Beau sourire, n’est-ce pas ? Sauf que quelque chose cloche. De son bleu piscine au malheur de ce mammifère obligé d’afficher une mine réjouie en toutes circonstances, tous les pixels de la photo crient exactement l’inverse de ce qu’elle représente…
Marqué dessus comme le Port-Salut, oui, c’est une photo que j’ai prise ! Loin d’être la plus mauvaise et dont je ne suis pas fière… Dans le cadre de mon travail, je ne l’ai jamais proposée aux iconographes pour illustrer l’un de mes articles sur les dauphins. J’aurais pu peut-être ?

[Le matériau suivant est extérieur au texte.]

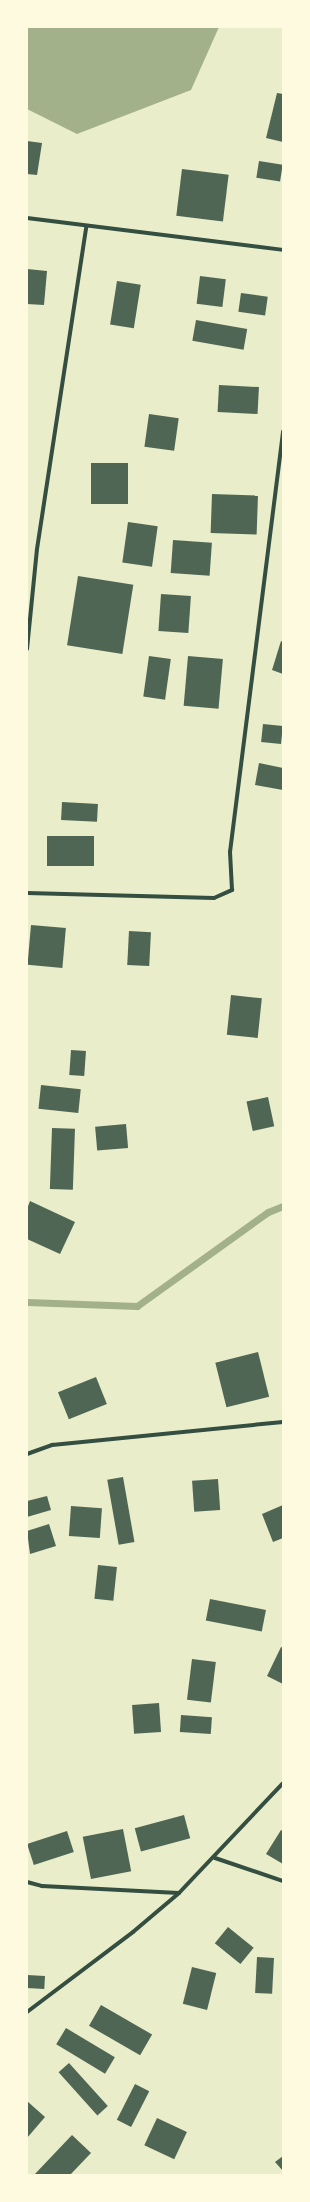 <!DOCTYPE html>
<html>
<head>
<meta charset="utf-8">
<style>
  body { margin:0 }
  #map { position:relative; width:310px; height:2202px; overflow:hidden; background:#e9edc9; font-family:"Fira Sans",sans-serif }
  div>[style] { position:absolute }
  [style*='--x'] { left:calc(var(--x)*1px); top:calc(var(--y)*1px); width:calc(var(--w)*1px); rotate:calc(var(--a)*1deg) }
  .water>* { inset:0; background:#a3b18a }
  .stream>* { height:7px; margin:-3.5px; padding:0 3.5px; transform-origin:3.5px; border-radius:3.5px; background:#a3b18a }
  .building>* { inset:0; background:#4f6655; transform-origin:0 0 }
  .minor>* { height:4px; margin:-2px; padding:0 2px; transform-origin:2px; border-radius:2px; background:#344e41 }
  span { translate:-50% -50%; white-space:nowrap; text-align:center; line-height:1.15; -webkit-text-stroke:4px #fefae0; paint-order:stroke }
  .frame { position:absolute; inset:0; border:28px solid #fefae0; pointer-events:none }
</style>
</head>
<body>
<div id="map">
  <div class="water">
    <div style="clip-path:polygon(27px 27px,219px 27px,191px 90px,77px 134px,27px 109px)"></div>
  </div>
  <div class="stream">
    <div style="--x:27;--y:1302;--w:110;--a:2.1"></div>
    <div style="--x:137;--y:1306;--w:161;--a:-35.7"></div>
    <div style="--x:268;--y:1212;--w:16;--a:-22"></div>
  </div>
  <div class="building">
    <div style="clip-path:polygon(277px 93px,283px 94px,283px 142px,266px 138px)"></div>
    <div style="clip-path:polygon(27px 141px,42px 143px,37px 175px,27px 174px)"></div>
    <div style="left:259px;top:161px;width:24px;height:17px;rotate:9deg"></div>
    <div style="left:182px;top:169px;width:47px;height:47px;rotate:7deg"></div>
    <div style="clip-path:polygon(27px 269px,47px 271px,44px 305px,27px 304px)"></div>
    <div style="left:200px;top:276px;width:26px;height:28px;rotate:7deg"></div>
    <div style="left:117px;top:281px;width:24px;height:44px;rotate:9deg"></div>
    <div style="left:241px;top:293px;width:27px;height:19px;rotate:8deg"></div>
    <div style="left:196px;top:320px;width:52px;height:21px;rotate:10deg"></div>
    <div style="left:219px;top:385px;width:40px;height:27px;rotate:3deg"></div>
    <div style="left:149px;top:414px;width:30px;height:33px;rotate:8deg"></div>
    <div style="left:91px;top:463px;width:37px;height:41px"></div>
    <div style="left:212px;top:494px;width:46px;height:39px;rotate:2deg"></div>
    <div style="left:128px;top:522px;width:30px;height:41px;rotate:8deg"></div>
    <div style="left:173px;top:540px;width:39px;height:33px;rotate:4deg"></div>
    <div style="left:78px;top:576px;width:56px;height:70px;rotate:9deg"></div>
    <div style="left:161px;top:594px;width:30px;height:37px;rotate:4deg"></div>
    <div style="clip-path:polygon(281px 641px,283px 642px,283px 674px,272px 670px)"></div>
    <div style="left:149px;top:656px;width:22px;height:41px;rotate:8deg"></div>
    <div style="left:188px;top:656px;width:35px;height:50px;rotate:5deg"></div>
    <div style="left:263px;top:724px;width:20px;height:18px;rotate:6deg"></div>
    <div style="clip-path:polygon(259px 763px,283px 768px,283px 790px,255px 785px)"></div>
    <div style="left:62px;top:802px;width:36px;height:18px;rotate:3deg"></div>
    <div style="left:47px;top:836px;width:47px;height:30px"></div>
    <div style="left:31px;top:925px;width:35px;height:40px;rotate:5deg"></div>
    <div style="left:129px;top:931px;width:22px;height:34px;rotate:3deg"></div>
    <div style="left:231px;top:995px;width:31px;height:40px;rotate:6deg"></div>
    <div style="left:71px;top:1050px;width:15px;height:25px;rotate:4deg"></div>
    <div style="left:41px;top:1085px;width:40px;height:24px;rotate:6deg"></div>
    <div style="left:268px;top:1097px;width:30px;height:22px;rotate:78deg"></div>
    <div style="left:126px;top:1124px;width:24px;height:31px;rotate:85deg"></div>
    <div style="left:52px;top:1128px;width:23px;height:61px;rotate:2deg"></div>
    <div style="clip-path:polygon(30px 1201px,75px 1222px,60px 1254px,27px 1239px,27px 1209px)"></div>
    <div style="left:258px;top:1352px;width:46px;height:44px;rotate:76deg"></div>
    <div style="left:96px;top:1377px;width:29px;height:41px;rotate:68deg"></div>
    <div style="left:123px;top:1477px;width:66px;height:16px;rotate:80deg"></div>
    <div style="left:218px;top:1479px;width:31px;height:26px;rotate:86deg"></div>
    <div style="clip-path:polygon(47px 1496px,51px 1510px,27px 1517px,27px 1501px)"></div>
    <div style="clip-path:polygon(283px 1505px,283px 1538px,273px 1542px,262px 1514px)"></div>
    <div style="left:71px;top:1506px;width:31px;height:30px;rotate:4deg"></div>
    <div style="clip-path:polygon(49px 1524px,56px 1546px,30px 1554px,27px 1531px)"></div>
    <div style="left:98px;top:1565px;width:19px;height:34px;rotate:6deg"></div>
    <div style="left:210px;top:1599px;width:57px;height:22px;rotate:11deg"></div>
    <div style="clip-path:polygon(281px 1647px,283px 1648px,283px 1684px,267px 1676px)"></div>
    <div style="left:192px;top:1659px;width:24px;height:41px;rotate:7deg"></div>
    <div style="left:159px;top:1703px;width:29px;height:27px;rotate:86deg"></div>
    <div style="left:181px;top:1715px;width:31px;height:17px;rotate:4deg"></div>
    <div style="left:184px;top:1815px;width:24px;height:51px;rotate:75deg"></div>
    <div style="left:123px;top:1829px;width:43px;height:41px;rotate:79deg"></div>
    <div style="clip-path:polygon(281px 1830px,283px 1831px,283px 1864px,266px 1854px)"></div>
    <div style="left:67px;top:1831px;width:22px;height:42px;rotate:72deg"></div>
    <div style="left:228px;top:1927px;width:33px;height:21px;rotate:39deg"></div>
    <div style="left:257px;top:1957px;width:17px;height:36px;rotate:3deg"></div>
    <div style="left:192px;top:1967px;width:25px;height:38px;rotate:14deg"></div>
    <div style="left:27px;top:1975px;width:18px;height:13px;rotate:3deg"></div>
    <div style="left:101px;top:2005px;width:59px;height:24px;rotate:30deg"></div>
    <div style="left:66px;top:2028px;width:57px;height:19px;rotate:31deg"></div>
    <div style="left:69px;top:2063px;width:58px;height:14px;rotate:48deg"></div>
    <div style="left:135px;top:2084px;width:16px;height:40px;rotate:27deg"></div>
    <div style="clip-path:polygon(27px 2101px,45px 2117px,27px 2138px)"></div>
    <div style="left:157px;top:2118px;width:33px;height:30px;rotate:25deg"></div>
    <div style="clip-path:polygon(72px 2135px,91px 2153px,70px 2175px,34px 2175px)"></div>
    <div style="clip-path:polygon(283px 2156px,283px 2171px,275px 2162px)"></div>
  </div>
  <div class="minor">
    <div style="--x:27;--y:218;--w:258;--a:7.1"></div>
    <div style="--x:27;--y:649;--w:100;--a:-84.3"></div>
    <div style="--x:37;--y:549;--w:326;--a:-81.3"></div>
    <div style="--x:27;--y:893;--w:187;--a:1.5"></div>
    <div style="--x:214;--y:898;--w:20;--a:-24"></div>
    <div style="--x:232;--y:890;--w:38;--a:-93"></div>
    <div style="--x:230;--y:852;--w:424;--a:-82.8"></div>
    <div style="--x:27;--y:1454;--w:27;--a:-20"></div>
    <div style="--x:52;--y:1445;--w:232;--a:-5.7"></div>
    <div style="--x:215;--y:1858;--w:72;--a:18.7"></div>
    <div style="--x:27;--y:1882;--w:16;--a:15"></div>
    <div style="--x:42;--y:1886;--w:137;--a:2.9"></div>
    <div style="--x:27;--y:2012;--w:133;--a:-37"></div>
    <div style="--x:133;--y:1932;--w:60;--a:-40.3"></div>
    <div style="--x:179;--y:1893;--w:151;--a:-46.6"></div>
  </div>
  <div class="frame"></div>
</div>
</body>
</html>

Ça m’est arrivé en presse écrite sur d’autres sujets (et ailleurs, la Cité des Sciences ayant par exemple projeté en diaporama certaines de mes photos de corail à l’occasion d’une exposition sur sa diversité). Avec ce dauphin, j’aurais pourtant eu l’impression de trahir mes convictions. Je l’ai dit, répété, je n’ai ni le talent, ni le matériel d’une photographe professionnelle.
C’est par plaisir, autant que j’aime la décrire avec des mots que j’aime prendre la nature en photo. Or sur celle-ci, rien n’est naturel. Au premier abord, la couleur de fond a un petit côté lagon polynésien pas désagréable, mais à choisir… L’odeur du chlore et les quatre murs de la « cuvette » municipale ? Ou les effluves de monoï et le lagon qui communique avec le Pacifique ? Nous sommes tous à répondre « y a pas photo ! ». Ou plutôt « y a pas piscine !».
Dans le même style, sur les premiers numéros de Plongeur.com, le rédacteur-en-chef envisageait une rubrique Pour ou contre : le cétacé en aquarium ? le shark-feeding ? etc. Son but ? Susciter l’interrogation en profondeur, non pas sur le comportement des animaux marins, mais sur celui de l’être humain et ses effets. Cloitrer dans une « boîte en verre » un être si intelligent et d’une espèce proche de la nôtre ? organiser des festins pour les prédateurs ? N’est-ce pas justement « dénaturer » la nature ?
Titraille de l’ensemble du magazine mûrement choisie et mise en relief par le lanceur d’alerte rebelle, ce premier débat devenait « Serwhale killer ? Faut-il interdire les spectacles avec les cétacés en captivité ? »
Dans Plongeur.com 3 paru en juillet 2010, à lire intégralement avec l’édito intitulé Chair de poulpe dans lequel le rédac’chef racontait l’étrange attaque d’une pieuvre sur sa personne et annonçait que les requins étaient chez nous. Si ! Trois ans déjà, peut-être, mais toujours d’actualité en juillet 2013…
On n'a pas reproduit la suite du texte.